Playing guitar in front of others- I'm fine with it.
Talking to others- not so much...


----------



## Cheesecake (Feb 2, 2007)

A week from this Saturday? I'll mark it on my calendar.
I'll be waiting for another post from you. So you better go through with this.


----------



## heroin (Dec 10, 2010)

I don't "perform", but when I play (with what meagre skills I have) music, I tend to concentrate on the music rather than people around me. I find it a lot less distracting as well as enjoyable. Forget about who's looking at you. Just enjoy what you're playing.


----------



## sparky10 (Dec 30, 2008)

Good luck im sure you will succeed with it! Keep the updates coming


----------



## trevor35th (Oct 22, 2008)

Hey Becks, just saw this thread. Good luck! Keep us updated on how it goes. 

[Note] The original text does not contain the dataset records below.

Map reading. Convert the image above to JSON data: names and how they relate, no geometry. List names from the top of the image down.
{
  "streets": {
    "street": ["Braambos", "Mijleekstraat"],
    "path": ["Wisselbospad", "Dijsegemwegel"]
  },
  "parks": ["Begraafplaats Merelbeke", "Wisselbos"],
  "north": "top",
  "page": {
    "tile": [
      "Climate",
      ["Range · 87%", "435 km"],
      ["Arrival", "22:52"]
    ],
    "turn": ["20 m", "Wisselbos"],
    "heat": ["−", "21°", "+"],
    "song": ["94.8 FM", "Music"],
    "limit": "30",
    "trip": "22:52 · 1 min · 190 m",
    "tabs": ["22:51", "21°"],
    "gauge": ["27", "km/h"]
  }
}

I think if you can do this, your nerves will eventually become less of a hurdle and actually help you perform better in the future. I've noticed a lot of artists say they always get nervous, but their nerves are what help them deliver top-notch performances. I don't think I could ever do this; my anxiety would be off the scale. I wouldn't even be able to pick up the guitar. :afr lol


----------



## MattFoley (Dec 5, 2009)

Thanks for the responses guys. I'm going to restring my guitar tonight so I don't have these nasty old strings for tomorrow. I'm feeling a bit nervous when I think about going which is frustrating because I know it's just lessons. It's no big deal really. Still, I'm really good at getting anxious from just about anything.



heroin said:


> I don't "perform", but when I play (with what meagre skills I have) music, I tend to concentrate on the music rather than people around me. I find it a lot less distracting as well as enjoyable. Forget about who's looking at you. Just enjoy what you're playing.

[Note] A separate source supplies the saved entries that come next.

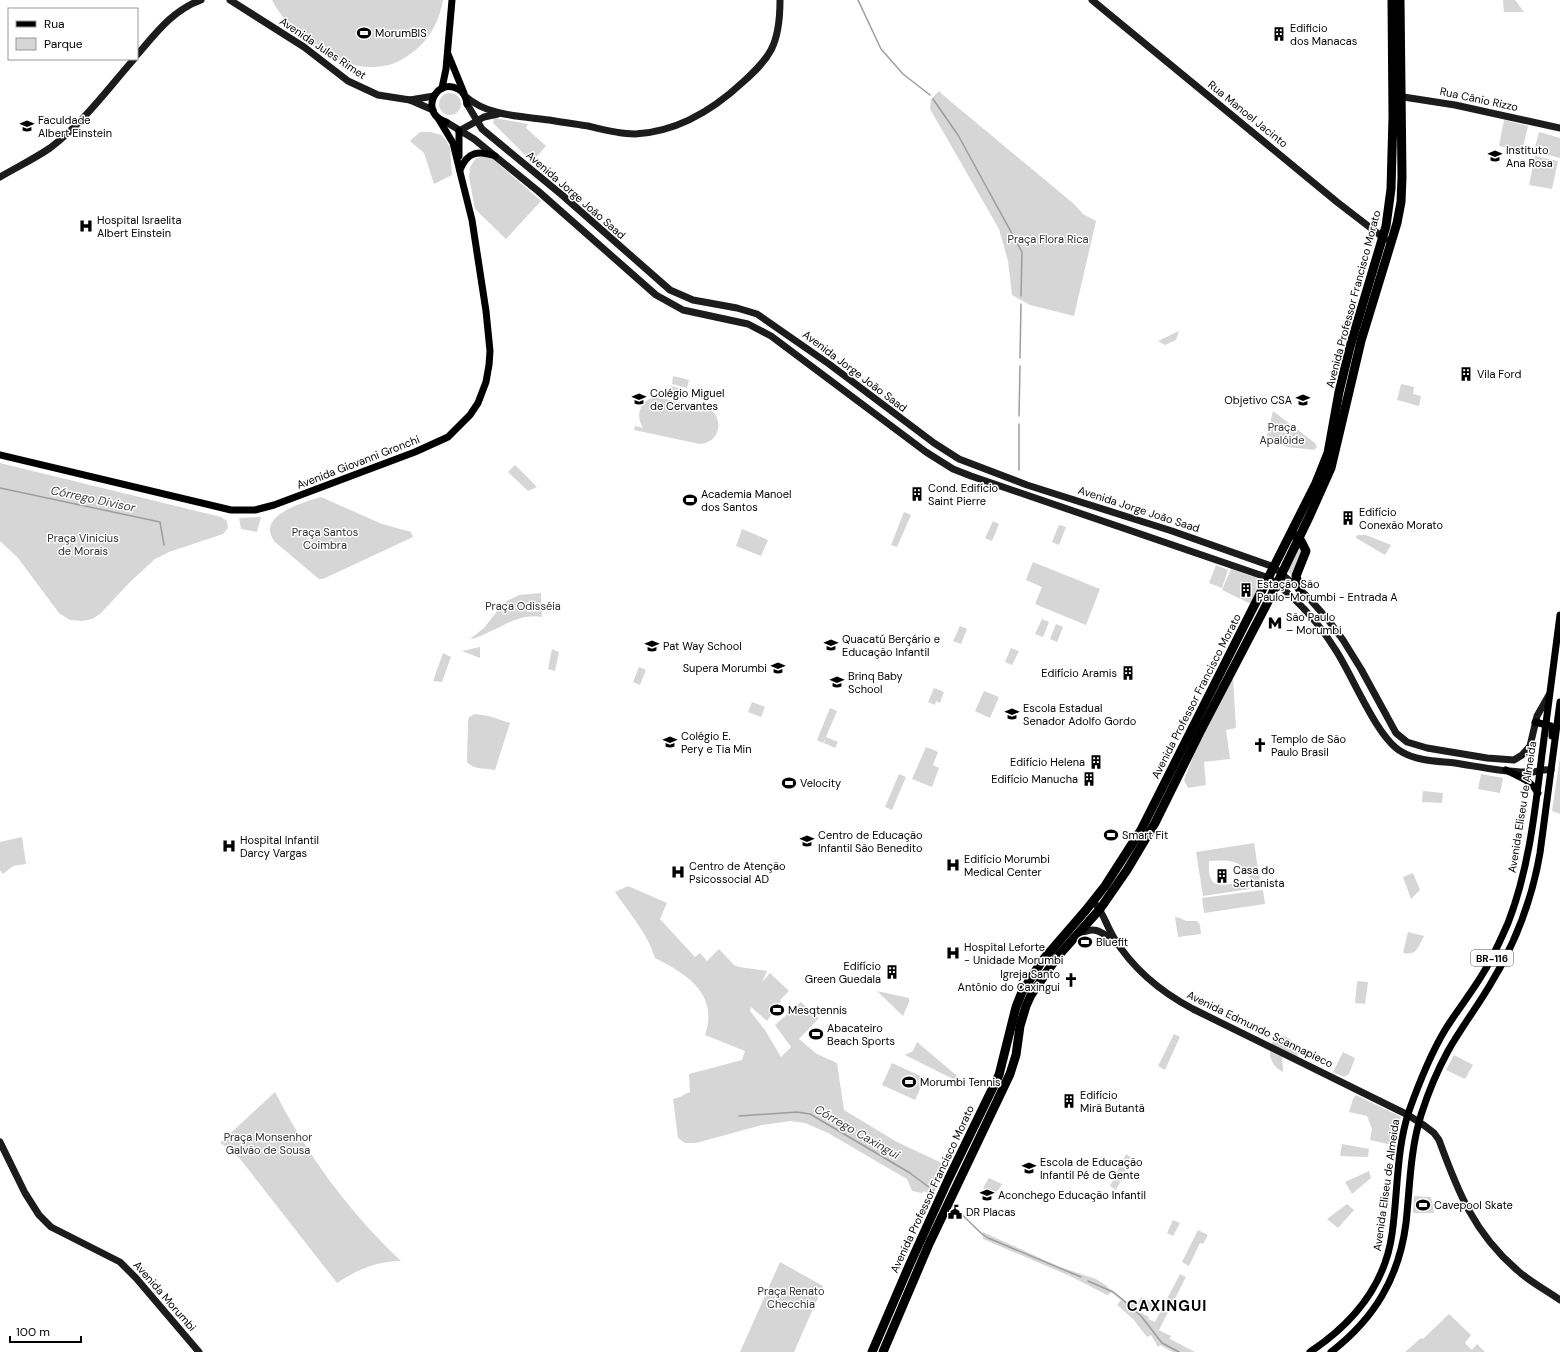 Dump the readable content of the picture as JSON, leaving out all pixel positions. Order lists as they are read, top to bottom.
{
  "streets": {
    "highway": ["Avenida Professor Francisco Morato"],
    "main road": [
      "Avenida Jules Rimet",
      "Rua Cânio Rizzo",
      "Rua Manoel Jacinto",
      "Avenida Jorge João Saad",
      "Avenida Giovanni Gronchi",
      "Avenida Eliseu de Almeida",
      "BR-116",
      "Avenida Edmundo Scannapieco",
      "Avenida Morumbi"
    ]
  },
  "crossings": [
    ["Avenida Jules Rimet", "Avenida Giovanni Gronchi"],
    ["Rua Cânio Rizzo", "Avenida Professor Francisco Morato"],
    ["Rua Manoel Jacinto", "Avenida Professor Francisco Morato"],
    ["Avenida Jorge João Saad", "Avenida Professor Francisco Morato"],
    ["Avenida Jorge João Saad", "Avenida Giovanni Gronchi"],
    ["Avenida Professor Francisco Morato", "Avenida Edmundo Scannapieco"],
    ["Avenida Eliseu de Almeida", "Avenida Edmundo Scannapieco"]
  ],
  "districts": ["CAXINGUI"],
  "water": ["Córrego Divisor", "Córrego Caxingui"],
  "parks": [
    "Praça Flora Rica",
    "Praça Apalóide",
    "Praça Santos Coimbra",
    "Praça Vinicius de Morais",
    "Praça Odisséia",
    "Praça Monsenhor Galvão de Sousa",
    "Praça Renato Checchia"
  ],
  "places": {
    "sports": [
      "MorumBIS",
      "Academia Manoel dos Santos",
      "Velocity",
      "Smart Fit",
      "Bluefit",
      "Mesqtennis",
      "Abacateiro Beach Sports",
      "Morumbi Tennis",
      "Cavepool Skate"
    ],
    "building": [
      "Edificio dos Manacas",
      "Vila Ford",
      "Cond. Edifício Saint Pierre",
      "Edifício Conexão Morato",
      "Estação São Paulo-Morumbi - Entrada A",
      "Edifício Aramis",
      "Edifício Helena",
      "Edifício Manucha",
      "Casa do Sertanista",
      "Edifício Green Guedala",
      "Edifício Mirã Butantã"
    ],
    "school or university": [
      "Faculdade Albert Einstein",
      "Instituto Ana Rosa",
      "Colégio Miguel de Cervantes",
      "Objetivo CSA",
      "Quacatú Berçário e Educação Infantil",
      "Pat Way School",
      "Supera Morumbi",
      "Brinq Baby School",
      "Escola Estadual Senador Adolfo Gordo",
      "Colégio E. Pery e Tia Min",
      "Centro de Educação Infantil São Benedito",
      "Escola de Educação Infantil Pé de Gente",
      "Aconchego Educação Infantil"
    ],
    "hospital": [
      "Hospital Israelita Albert Einstein",
      "Hospital Infantil Darcy Vargas",
      "Edifício Morumbi Medical Center",
      "Centro de Atenção Psicossocial AD",
      "Hospital Leforte - Unidade Morumbi"
    ],
    "metro station": ["São Paulo – Morumbi"],
    "church": ["Templo de São Paulo Brasil", "Igreja Santo Antônio do Caxingui"],
    "public building": ["DR Placas"]
  },
  "legend": ["Rua", "Parque"],
  "scale_bar": "100 m"
}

This here is going to help me, I can tell. It's so obvious but something that never enters my mind. I do love playing music (even though i suck) and I think if I really focus on what I'm playing instead of all the stuff that's going through my head it's going to help a ton. Thanks


----------



## melissa75 (Feb 16, 2010)

This sounds so fun! Forget the anxiety and just enjoy the moment . Let us know how it goes tomorrow!


----------



## MattFoley (Dec 5, 2009)

OK, I went to the first session today. I got to the building about a half hour too early and I was feeling some anticipatory anxiety. It came in waves. I would feel it really bad and then just tell myself to calm down and really try to rewrite the thoughts in my head. Whenever I started thinking that I was going to be too nervous too play and that I would make a fool out of myself I would try to think about the entire experience as a challenge. I would think " I am doing this because I want to confront something that makes me anxious and I want to prove to myself that I can do this". For some reason when I thought of it this way my pride completely took over and my anxiety literally went away. I guess when I see what I'm doing as a challenge I feel defiant. You know, of course I can do this. There's no reason to be nervous. I'll show _me_ what I can do!

So I walk into the building about 15 minutes early and hang out in the auditorium with no anxiety at all. When the teachers got there they dismissed us to our small group rooms and we got all set up with our guitars and the first thing the teacher says is, "lets go around and introduce ourselves to the group." I hate this. It's another anxiety producing situation that I've always had a hard time with. Anyways, people are introducing themselves around the circle and for a moment my heart starts pounding out of my chest. The anxiety is there and It's making me think that I'm going to make an *** out of myself. Once again I do that same thing in my head where I challenge myself. The anxiety goes away again and I'm able to focus on what people are saying and what's going on in the room instead of being in my head. It gets to be my turn to introduce myself and I have no problem and even joke around with the teacher a little.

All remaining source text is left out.